(Records contained in a dataset)
::::

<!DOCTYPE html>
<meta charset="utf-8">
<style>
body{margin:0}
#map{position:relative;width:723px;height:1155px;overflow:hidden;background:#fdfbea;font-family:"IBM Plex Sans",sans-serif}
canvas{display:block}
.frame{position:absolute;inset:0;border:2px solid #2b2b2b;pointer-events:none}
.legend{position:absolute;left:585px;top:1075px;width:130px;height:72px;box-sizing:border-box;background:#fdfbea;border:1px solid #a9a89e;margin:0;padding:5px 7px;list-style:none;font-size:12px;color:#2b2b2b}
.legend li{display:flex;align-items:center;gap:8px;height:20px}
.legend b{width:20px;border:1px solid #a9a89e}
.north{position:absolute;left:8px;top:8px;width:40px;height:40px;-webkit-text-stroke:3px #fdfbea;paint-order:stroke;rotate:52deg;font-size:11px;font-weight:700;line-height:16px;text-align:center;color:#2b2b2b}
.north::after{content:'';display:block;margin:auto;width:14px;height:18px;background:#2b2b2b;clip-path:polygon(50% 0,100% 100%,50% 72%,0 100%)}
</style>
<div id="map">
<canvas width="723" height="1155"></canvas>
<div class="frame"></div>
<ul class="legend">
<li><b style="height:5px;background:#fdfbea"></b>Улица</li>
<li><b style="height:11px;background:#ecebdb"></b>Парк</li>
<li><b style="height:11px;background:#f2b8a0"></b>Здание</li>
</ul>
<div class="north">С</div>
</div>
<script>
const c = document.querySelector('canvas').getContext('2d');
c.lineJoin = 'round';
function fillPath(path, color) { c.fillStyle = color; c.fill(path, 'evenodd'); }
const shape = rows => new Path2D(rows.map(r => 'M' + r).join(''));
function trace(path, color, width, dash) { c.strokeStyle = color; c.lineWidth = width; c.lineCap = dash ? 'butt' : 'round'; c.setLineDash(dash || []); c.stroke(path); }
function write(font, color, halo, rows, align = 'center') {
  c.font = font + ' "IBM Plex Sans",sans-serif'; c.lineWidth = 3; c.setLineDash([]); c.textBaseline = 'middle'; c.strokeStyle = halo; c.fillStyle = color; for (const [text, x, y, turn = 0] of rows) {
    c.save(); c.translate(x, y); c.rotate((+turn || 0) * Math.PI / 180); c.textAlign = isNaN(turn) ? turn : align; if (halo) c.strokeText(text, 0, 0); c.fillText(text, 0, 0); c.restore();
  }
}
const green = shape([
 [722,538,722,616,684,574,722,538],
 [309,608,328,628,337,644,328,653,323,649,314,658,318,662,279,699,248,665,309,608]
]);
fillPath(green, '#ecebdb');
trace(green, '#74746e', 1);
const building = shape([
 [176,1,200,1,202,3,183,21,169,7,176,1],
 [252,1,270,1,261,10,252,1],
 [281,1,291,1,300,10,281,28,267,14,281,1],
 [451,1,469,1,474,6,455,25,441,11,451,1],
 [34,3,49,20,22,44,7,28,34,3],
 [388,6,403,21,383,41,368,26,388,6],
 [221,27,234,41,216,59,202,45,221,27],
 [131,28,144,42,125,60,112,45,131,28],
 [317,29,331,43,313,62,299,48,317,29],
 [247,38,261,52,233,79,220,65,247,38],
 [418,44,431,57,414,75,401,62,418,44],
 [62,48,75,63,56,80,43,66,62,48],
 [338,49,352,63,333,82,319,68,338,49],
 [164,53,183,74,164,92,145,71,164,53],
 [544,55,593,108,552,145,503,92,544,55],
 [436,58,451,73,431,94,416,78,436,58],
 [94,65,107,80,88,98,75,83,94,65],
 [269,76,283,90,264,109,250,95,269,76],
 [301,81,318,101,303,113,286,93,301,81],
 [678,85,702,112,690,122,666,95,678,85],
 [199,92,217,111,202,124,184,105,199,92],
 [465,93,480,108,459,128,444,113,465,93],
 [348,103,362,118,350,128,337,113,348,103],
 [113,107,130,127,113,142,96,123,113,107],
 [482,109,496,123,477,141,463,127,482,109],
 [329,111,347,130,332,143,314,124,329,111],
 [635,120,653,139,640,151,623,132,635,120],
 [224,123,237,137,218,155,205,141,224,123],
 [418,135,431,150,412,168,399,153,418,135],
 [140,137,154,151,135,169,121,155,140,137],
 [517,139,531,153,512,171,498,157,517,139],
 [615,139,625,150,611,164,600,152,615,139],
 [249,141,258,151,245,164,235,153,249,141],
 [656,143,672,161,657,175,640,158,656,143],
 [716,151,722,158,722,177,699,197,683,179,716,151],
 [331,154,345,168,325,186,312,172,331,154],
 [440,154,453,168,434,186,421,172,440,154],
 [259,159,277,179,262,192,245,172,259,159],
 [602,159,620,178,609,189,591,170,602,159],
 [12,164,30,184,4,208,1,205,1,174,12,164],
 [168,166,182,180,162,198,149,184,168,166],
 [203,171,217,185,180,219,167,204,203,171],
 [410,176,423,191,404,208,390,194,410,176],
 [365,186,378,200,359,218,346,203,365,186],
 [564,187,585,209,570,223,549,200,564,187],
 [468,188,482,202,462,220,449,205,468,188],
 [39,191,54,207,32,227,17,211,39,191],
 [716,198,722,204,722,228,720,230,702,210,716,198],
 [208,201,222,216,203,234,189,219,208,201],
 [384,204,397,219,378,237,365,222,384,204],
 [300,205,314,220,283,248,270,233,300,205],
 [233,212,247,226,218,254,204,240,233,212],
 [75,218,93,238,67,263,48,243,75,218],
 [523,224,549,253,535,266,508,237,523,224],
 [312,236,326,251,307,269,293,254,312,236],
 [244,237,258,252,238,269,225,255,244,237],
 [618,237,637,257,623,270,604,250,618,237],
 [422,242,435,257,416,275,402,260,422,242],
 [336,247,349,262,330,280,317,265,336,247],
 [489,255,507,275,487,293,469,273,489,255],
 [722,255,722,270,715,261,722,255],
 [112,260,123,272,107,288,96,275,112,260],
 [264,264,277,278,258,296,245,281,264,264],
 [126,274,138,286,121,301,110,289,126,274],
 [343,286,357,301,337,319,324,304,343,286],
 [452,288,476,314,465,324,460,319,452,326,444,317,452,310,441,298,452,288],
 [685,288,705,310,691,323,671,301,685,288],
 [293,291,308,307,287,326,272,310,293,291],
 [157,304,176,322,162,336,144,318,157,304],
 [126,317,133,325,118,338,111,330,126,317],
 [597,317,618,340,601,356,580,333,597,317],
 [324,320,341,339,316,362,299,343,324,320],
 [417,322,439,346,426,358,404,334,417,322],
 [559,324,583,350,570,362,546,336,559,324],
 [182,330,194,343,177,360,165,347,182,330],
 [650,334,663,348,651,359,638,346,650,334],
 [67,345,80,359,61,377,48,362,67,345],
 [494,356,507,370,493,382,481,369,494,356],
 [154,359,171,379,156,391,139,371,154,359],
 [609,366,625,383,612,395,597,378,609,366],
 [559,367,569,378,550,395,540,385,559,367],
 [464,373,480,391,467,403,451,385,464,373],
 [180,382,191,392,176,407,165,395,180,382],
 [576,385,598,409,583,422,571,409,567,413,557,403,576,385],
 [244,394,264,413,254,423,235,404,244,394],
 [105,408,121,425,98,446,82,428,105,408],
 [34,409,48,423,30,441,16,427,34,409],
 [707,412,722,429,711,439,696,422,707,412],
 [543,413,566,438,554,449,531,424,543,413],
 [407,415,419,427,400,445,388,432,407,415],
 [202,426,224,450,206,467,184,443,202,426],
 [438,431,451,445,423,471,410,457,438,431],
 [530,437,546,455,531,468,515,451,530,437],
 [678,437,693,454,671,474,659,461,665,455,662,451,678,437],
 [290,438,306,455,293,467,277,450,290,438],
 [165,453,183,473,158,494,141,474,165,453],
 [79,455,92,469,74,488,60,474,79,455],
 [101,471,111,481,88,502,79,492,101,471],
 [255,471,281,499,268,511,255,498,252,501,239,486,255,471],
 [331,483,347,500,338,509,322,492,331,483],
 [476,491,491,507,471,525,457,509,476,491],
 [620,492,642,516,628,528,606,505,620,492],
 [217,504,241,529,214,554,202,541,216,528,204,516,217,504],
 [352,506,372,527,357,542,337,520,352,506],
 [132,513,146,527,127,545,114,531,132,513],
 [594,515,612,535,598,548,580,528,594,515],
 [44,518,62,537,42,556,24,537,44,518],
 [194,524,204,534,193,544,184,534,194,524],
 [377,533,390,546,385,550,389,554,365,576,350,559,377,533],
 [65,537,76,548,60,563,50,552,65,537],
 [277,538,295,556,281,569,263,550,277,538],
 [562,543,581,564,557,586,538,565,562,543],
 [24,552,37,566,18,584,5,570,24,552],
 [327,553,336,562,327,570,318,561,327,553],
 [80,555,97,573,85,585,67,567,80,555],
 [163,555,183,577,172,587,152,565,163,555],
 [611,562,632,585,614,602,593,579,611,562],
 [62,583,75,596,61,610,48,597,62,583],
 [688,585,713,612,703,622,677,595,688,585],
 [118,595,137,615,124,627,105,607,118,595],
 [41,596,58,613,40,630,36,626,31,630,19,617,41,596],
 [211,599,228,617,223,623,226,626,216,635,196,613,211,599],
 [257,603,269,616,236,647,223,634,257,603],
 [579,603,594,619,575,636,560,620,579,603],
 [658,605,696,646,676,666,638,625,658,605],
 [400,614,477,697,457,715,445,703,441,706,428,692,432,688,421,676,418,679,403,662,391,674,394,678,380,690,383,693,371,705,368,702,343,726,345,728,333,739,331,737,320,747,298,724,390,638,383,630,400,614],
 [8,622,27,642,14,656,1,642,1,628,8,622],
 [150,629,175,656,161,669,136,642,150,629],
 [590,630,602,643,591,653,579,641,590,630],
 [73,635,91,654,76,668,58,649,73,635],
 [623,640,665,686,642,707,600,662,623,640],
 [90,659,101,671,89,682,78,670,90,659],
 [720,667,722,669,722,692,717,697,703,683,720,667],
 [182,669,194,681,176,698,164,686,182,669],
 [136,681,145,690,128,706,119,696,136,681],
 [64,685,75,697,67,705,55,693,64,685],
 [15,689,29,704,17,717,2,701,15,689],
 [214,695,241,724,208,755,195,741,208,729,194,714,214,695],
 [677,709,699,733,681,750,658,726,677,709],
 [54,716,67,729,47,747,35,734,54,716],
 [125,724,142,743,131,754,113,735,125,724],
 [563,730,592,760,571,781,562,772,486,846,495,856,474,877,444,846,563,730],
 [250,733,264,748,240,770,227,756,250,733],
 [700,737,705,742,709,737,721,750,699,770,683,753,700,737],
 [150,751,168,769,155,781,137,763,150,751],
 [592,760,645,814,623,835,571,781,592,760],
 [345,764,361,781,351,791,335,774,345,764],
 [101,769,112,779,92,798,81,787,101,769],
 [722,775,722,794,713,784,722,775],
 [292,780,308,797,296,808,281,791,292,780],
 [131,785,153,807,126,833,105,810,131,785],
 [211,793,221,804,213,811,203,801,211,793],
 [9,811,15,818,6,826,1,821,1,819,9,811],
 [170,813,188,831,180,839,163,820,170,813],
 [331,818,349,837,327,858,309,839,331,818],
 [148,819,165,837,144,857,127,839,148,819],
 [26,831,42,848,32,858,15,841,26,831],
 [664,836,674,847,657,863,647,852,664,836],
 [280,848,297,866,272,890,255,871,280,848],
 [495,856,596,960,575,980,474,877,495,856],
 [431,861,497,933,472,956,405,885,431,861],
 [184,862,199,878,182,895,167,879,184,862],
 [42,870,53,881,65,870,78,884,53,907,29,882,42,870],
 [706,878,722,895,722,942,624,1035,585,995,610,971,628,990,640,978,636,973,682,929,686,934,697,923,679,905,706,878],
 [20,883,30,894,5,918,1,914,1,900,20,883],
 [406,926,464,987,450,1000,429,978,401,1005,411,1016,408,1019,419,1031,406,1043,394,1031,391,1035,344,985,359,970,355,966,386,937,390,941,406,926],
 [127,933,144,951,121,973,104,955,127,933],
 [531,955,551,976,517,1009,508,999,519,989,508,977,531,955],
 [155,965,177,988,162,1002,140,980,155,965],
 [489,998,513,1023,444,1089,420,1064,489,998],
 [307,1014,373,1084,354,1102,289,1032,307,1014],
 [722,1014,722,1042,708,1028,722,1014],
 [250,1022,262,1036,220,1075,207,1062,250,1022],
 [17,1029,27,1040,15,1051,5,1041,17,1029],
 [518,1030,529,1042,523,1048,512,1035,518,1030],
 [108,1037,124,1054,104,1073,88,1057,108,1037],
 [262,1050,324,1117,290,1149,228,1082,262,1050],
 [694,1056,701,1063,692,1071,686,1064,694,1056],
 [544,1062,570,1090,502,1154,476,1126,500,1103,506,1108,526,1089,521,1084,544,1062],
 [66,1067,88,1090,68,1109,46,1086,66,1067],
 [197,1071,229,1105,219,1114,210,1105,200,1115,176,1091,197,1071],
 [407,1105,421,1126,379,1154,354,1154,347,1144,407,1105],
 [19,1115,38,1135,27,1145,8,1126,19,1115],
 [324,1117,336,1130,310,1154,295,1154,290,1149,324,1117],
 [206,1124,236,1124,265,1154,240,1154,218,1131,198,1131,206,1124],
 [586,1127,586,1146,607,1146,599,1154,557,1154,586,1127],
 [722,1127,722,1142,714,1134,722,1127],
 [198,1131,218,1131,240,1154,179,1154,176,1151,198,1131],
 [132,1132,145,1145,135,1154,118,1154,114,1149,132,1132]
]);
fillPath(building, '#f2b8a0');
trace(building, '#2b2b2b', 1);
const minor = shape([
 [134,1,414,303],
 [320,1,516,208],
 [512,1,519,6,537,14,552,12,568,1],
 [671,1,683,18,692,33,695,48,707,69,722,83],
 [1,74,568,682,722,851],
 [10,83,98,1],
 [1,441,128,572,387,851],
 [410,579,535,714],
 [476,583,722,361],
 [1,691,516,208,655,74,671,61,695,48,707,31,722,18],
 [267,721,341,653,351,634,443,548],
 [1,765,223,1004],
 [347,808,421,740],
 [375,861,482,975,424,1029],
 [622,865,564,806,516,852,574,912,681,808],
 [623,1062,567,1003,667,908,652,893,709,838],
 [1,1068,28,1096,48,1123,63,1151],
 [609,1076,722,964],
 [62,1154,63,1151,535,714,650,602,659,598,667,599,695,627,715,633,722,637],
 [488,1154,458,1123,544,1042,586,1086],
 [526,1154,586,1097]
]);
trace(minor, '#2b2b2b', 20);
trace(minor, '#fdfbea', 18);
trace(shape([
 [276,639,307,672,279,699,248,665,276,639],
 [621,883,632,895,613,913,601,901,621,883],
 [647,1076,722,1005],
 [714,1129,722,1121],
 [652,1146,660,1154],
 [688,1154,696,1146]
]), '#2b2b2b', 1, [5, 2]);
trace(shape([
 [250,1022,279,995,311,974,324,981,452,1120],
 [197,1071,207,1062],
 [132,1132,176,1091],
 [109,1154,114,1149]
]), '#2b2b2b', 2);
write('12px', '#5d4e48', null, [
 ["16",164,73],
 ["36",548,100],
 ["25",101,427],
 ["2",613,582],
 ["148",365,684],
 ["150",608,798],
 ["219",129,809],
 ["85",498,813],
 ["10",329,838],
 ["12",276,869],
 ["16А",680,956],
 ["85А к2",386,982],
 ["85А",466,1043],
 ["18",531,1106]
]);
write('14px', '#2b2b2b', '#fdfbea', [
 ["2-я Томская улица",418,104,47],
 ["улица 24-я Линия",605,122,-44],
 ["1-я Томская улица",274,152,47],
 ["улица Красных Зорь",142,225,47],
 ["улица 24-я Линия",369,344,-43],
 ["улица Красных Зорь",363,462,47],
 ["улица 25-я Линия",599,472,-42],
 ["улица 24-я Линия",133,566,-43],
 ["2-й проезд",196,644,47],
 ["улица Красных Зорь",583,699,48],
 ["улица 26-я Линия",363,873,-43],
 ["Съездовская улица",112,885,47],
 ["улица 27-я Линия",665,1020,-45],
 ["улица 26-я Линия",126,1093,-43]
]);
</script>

::::

About this task: The response should consist of the number of lines in the data that hold the word "canvas", with nothing added.

Written solution: 3